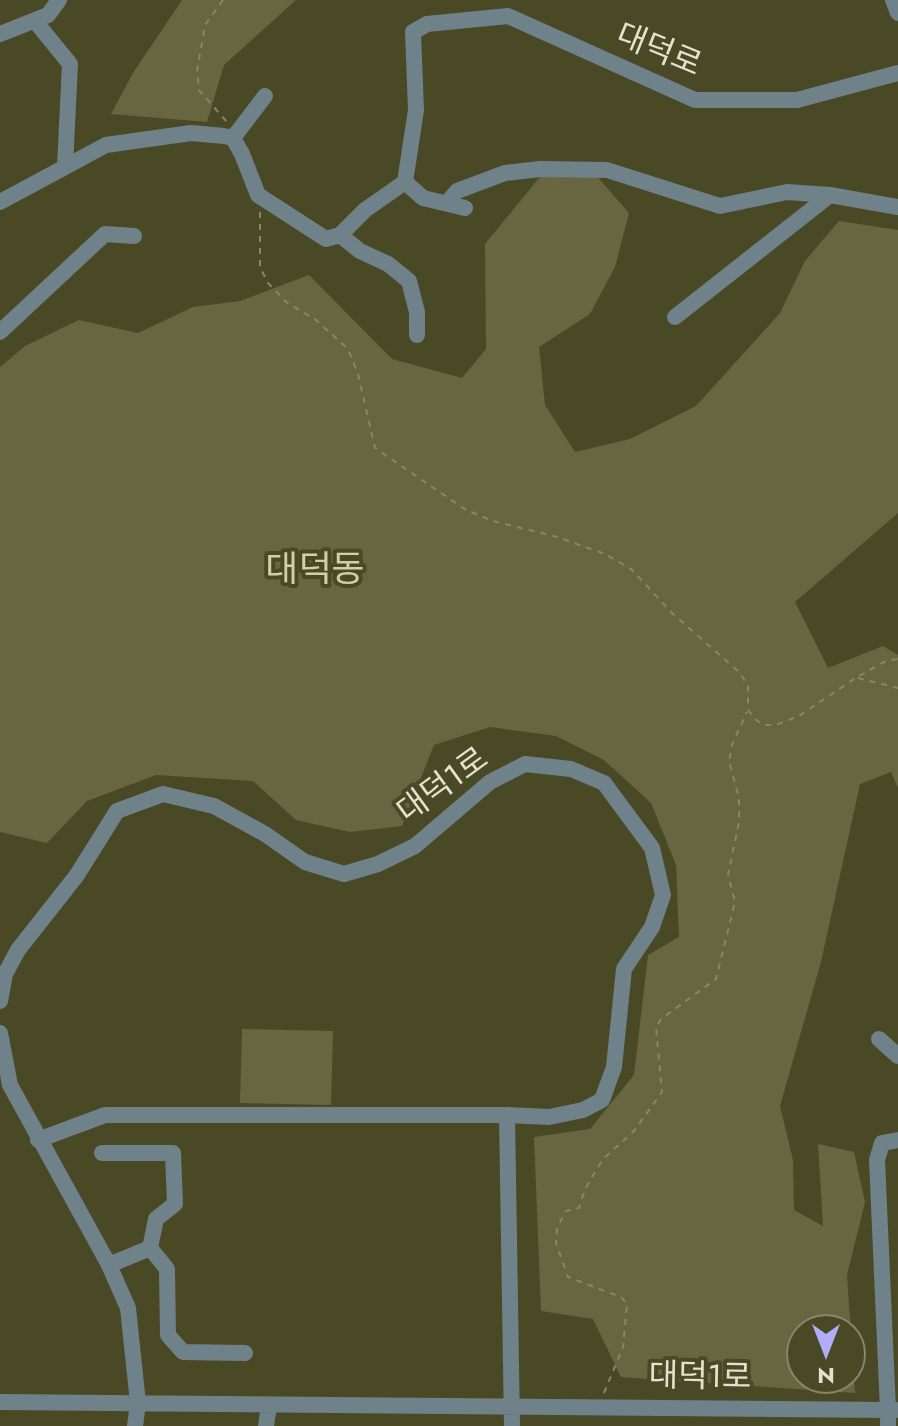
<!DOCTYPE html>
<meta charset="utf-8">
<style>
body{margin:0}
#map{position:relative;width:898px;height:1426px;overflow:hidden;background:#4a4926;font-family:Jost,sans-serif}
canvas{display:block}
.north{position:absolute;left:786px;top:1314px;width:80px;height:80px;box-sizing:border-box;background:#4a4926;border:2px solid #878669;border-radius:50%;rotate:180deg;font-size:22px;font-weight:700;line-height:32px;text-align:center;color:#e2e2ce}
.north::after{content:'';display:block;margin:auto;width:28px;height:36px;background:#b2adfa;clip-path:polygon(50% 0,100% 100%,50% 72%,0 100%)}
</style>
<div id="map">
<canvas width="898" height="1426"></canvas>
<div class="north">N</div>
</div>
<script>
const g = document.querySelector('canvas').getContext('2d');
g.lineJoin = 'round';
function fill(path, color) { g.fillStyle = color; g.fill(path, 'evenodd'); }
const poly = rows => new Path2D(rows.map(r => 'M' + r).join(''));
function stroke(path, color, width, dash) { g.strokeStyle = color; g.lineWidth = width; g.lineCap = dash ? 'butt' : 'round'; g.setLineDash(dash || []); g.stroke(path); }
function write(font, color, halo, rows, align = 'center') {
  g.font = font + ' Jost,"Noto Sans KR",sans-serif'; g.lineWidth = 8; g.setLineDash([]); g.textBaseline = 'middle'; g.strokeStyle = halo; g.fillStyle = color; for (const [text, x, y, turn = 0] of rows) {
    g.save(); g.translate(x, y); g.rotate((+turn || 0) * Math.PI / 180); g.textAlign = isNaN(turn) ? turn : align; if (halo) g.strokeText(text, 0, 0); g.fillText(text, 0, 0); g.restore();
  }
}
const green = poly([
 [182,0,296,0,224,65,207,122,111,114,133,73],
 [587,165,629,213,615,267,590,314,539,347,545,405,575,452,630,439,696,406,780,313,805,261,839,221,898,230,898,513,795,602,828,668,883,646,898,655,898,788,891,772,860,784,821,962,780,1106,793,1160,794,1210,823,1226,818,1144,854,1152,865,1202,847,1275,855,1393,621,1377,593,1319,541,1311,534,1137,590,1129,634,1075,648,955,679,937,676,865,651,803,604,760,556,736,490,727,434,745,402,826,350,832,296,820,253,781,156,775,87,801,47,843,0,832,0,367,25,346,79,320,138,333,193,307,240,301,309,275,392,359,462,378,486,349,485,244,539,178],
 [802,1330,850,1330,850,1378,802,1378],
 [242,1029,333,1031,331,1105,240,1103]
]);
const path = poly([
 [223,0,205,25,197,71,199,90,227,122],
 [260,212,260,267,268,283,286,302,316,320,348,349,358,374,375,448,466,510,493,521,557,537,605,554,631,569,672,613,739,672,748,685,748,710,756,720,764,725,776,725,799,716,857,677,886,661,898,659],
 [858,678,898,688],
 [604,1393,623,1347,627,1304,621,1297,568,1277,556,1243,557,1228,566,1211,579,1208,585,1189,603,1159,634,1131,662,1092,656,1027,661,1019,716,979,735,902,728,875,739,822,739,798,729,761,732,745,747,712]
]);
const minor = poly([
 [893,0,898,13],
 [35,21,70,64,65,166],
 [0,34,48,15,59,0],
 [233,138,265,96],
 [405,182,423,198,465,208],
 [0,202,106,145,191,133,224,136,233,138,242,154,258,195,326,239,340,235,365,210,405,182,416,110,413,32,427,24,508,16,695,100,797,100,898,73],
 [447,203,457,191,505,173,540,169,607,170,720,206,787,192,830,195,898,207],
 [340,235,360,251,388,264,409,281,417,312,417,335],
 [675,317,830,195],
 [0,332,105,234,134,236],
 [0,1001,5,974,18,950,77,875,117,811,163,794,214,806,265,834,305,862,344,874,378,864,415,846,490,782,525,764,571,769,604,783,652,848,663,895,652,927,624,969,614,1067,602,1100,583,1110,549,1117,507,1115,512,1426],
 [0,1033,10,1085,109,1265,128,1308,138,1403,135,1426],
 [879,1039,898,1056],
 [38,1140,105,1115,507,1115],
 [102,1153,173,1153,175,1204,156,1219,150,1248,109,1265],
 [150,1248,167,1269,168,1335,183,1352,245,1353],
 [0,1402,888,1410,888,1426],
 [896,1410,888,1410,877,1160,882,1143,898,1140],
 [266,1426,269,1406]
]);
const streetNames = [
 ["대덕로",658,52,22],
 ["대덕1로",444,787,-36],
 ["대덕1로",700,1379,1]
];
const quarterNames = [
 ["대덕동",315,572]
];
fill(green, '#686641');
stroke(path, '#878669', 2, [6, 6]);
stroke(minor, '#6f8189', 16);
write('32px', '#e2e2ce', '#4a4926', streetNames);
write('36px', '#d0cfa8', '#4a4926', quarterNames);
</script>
————————
**Description of the task:**
The response must give every line from the material above that holds the string "fillStyle".

**Problem solution:**
function fill(path, color) { g.fillStyle = color; g.fill(path, 'evenodd'); }
  g.font = font + ' Jost,"Noto Sans KR",sans-serif'; g.lineWidth = 8; g.setLineDash([]); g.textBaseline = 'middle'; g.strokeStyle = halo; g.fillStyle = color; for (const [text, x, y, turn = 0] of rows) {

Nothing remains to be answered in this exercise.